With such a legacy, Aliev is unlikely to be missed by President Nazarbaev’s supporters, or indeed his critics.
Political analyst Aidos Sarym told IWPR that Aliev’s death in a foreign prison cell was a tragic end for a figure who was once at the top of Kazakstan society.
“Life in exile is no holiday even if one has lots of money. It’s clear he was facing a protracted legal process with the possibility of long-term imprisonment,” Sarym said, adding that he regretted that Aliev had escaped justice in the Sarsenbaev murder case.
The analyst dismissed claims that Aliev’s death was suspicious. A defence lawyer has cast doubt on the official account and called for an investigation. Sarym argues that since Aliev had no shortage of enemies, they could have got to him long before now, and much more easily.
He said Aliev’s life story sounded like the plot of a book or a film.
“At the height of his power, Aliev was involved in corporate raiding, wreaking havoc on the lives and businesses of a number of owners,” he said.
Another leading analyst in Kazakstan, Dosym Satpaev, described Aliev as a broken man who had long ago lost any influence he once had, and was running out of the compromising information he claimed to possess about the Nazarbaev administration.
“Rahat Aliev’s political influence was waning. He hadn’t published any new revelations over the past year,” Satpaev said. “Prior to his death, he was facing serious problems. We all know that his offshore accounts were frozen, so there was financial pressure on him. The people he’d gathered around him had started abandoning him, and his support network was narrowing.”
Satpaev and other commentators say that because of Aliev’s past behaviour, especially in his security service role, he had few friends in government. Even before he went into exile, Satpaev said, “Aliev was in confrontation with [other] politicians, and the Kazakstan elite wanted out of the country as he had aggravated so many people.”
The same was true even of other elite figures who fell out of favour and became opposition leaders in exile. Former prime minister Kazhegeldin, for example, could never forgive Aliev for his treatment of the two bodyguards, Satpaev said.
Thus, “Aliev was fighting on several fronts,” Satpaev concluded.
Satpaev argues that Aliev was not taken seriously as an opposition politician, unlike Mukhtar Ablyazov, a former banker turned opposition leader. Ablyazov faces fraud-related charges in Kazakstan, and was arrested in France in 2013. Last year, the French authorities refused to send him back to Kazakstan but approved his extradition to either Russia or Ukraine to face charges there.
Sarym, too, was dismissive of Aliev’s “dissident” rebranding effort, arguing that he was not like a real opposition figure driven by ideals and willing to endure life as an outcast.

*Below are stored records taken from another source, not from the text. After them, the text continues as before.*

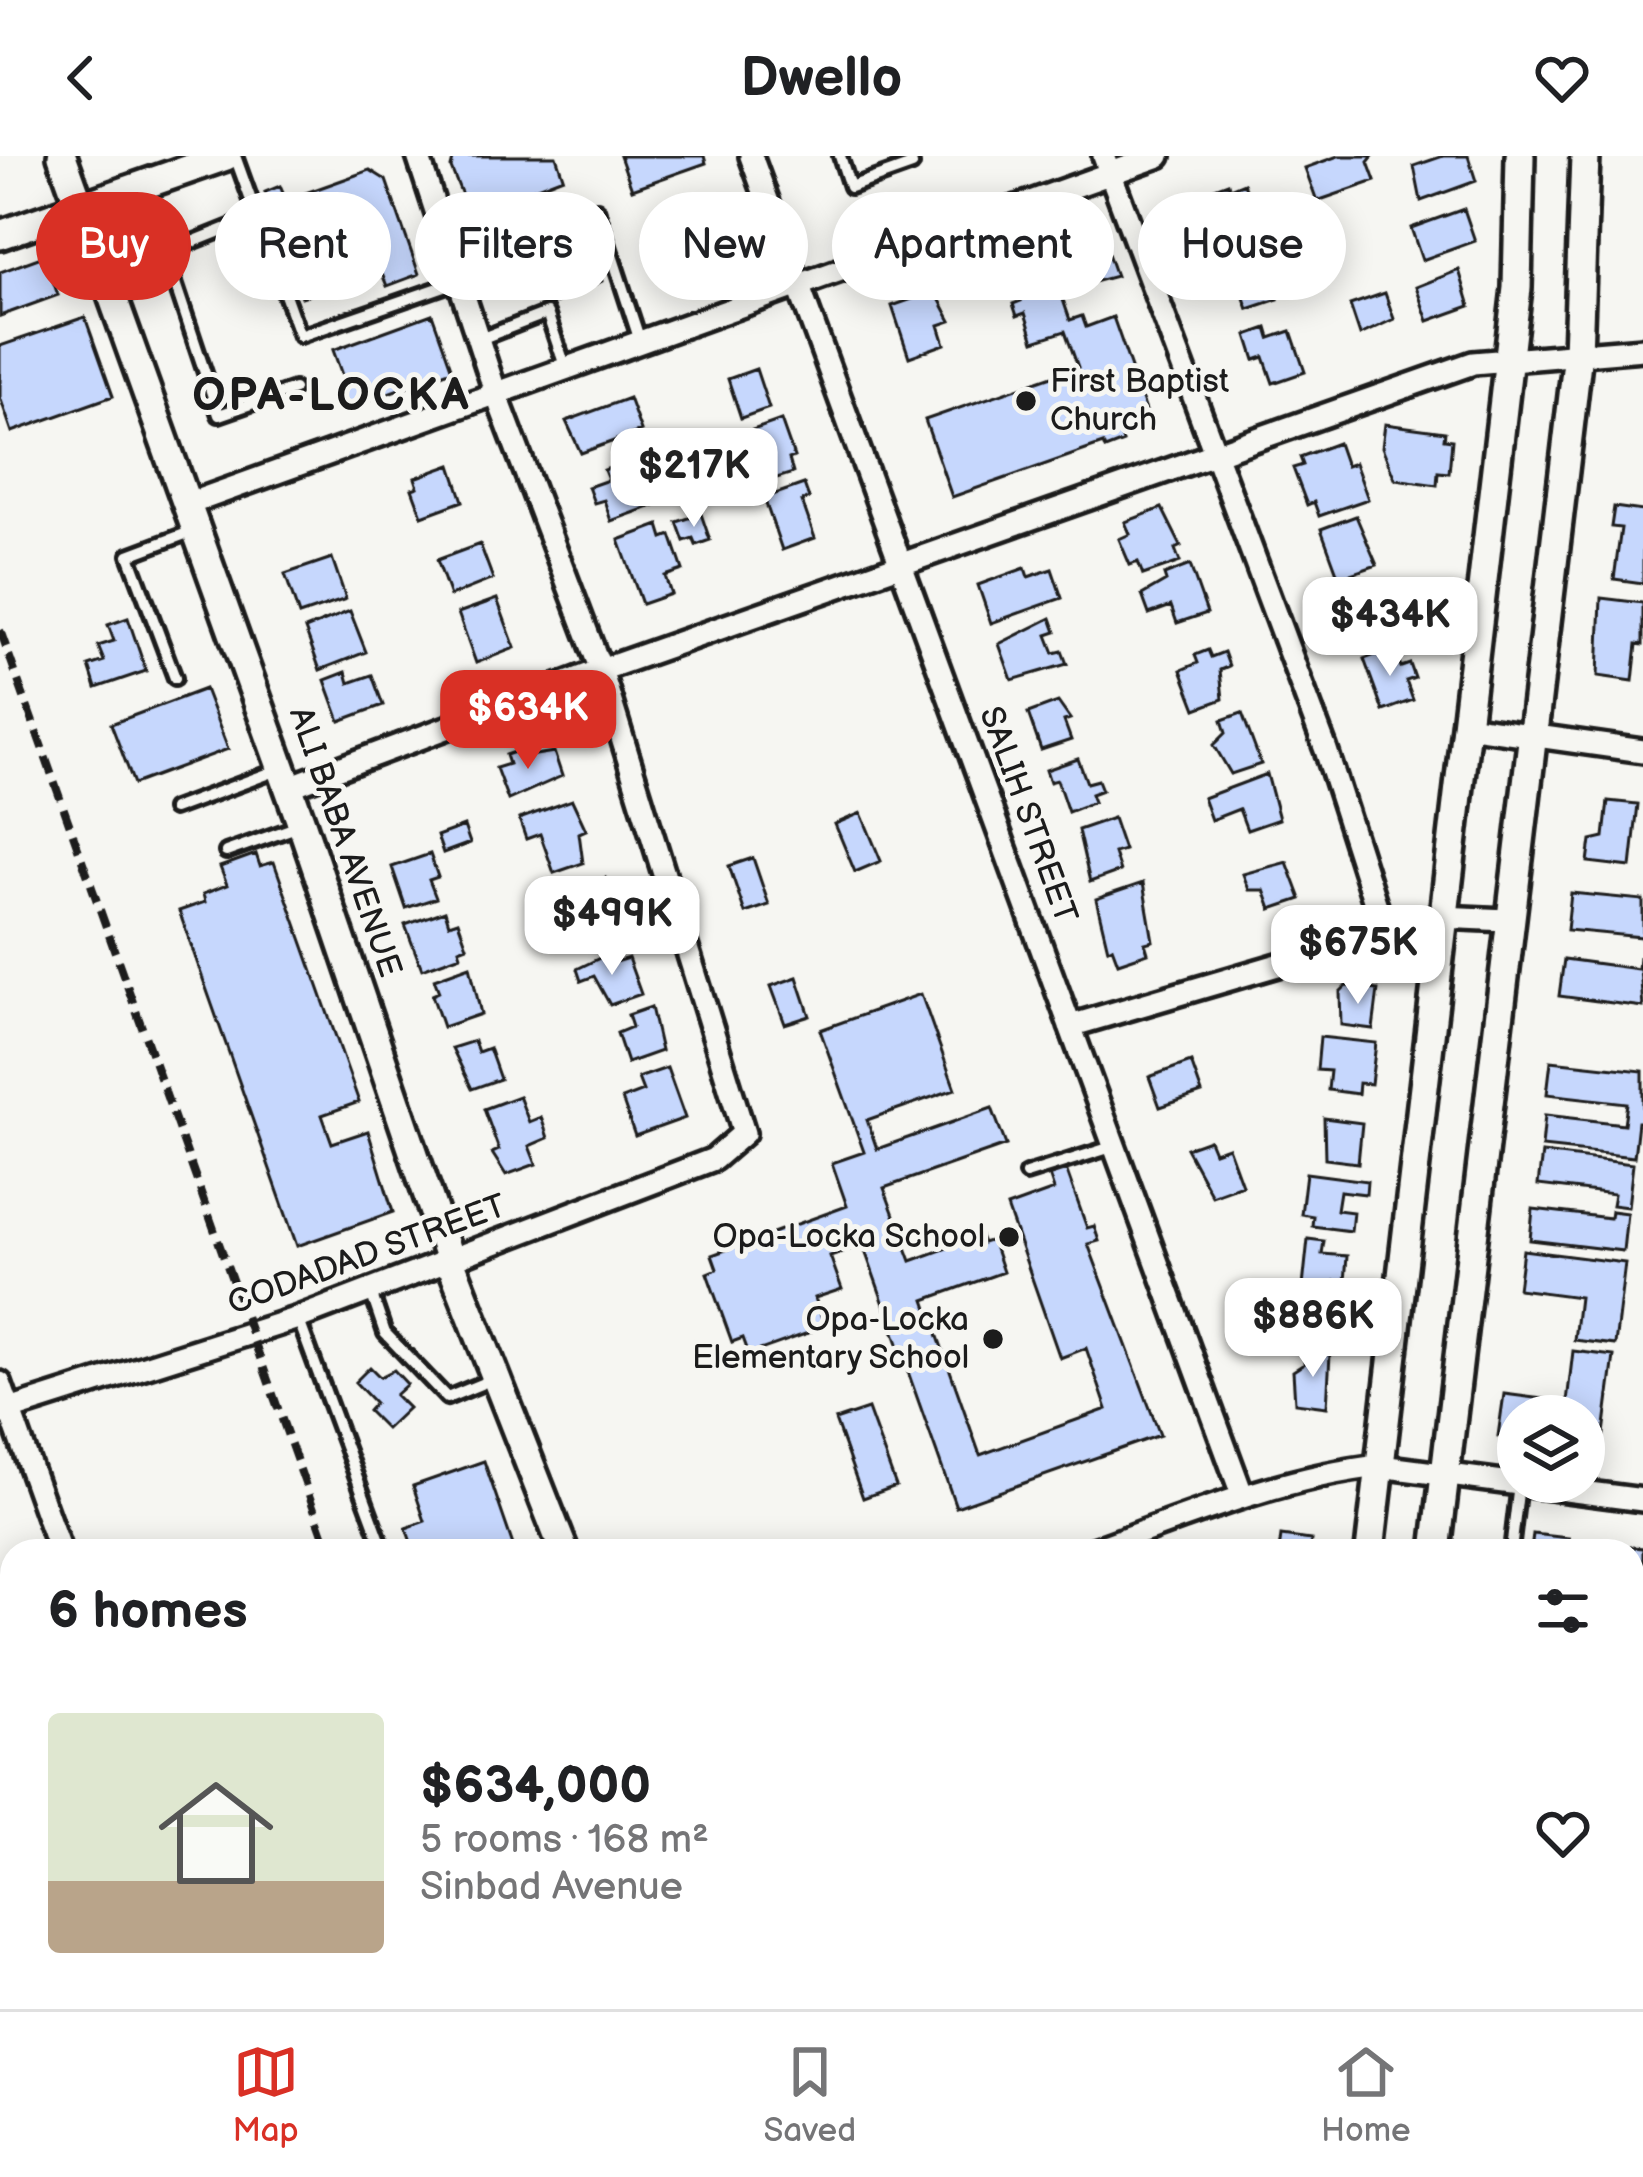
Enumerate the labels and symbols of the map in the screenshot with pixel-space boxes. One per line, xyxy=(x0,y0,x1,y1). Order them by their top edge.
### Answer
place label: First Baptist Church xyxy=(1050,362,1229,440)
district label: OPA-LOCKA xyxy=(192,369,472,424)
marker: First Baptist Church xyxy=(1013,388,1039,414)
pin: $217K xyxy=(610,428,778,530)
pin: $434K xyxy=(1306,577,1474,679)
pin: $634K xyxy=(444,670,612,772)
street label: SALIH STREET xyxy=(970,701,1086,929)
street label: ALI BABA AVENUE xyxy=(280,702,410,982)
pin: $499K xyxy=(528,876,696,978)
pin: $675K xyxy=(1274,905,1442,1007)
street label: CODADAD STREET xyxy=(222,1186,512,1324)
place label: Opa-Locka School xyxy=(713,1217,985,1257)
marker: Opa-Locka School xyxy=(996,1224,1022,1250)
pin: $886K xyxy=(1229,1278,1397,1380)
place label: Opa-Locka Elementary School xyxy=(692,1300,969,1378)
marker: Opa-Locka Elementary School xyxy=(980,1326,1006,1352)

Political commentator Marat Shibutov disagrees, saying that Aliev did have a place in the opposition-in-exile camp. With Aliev dead and Ablyazov facing extradition, there is only former Almaty mayor Viktor Khrapunov left, he argues.
In Shibutov’s view, the diminished ranks of Nazarbaev opponents “reduces the pressure from abroad, and reduces the possibility of [stirring up trouble] to create instability inside the country”.
It is unclear where Aliev will be laid to rest, but statements from his lawyer and from his second wife Elnara Shorazova indicate that Kazakstan is not an option.
Karina Kuzembaeva is a pseudonym for a journalist in Kazakhstan.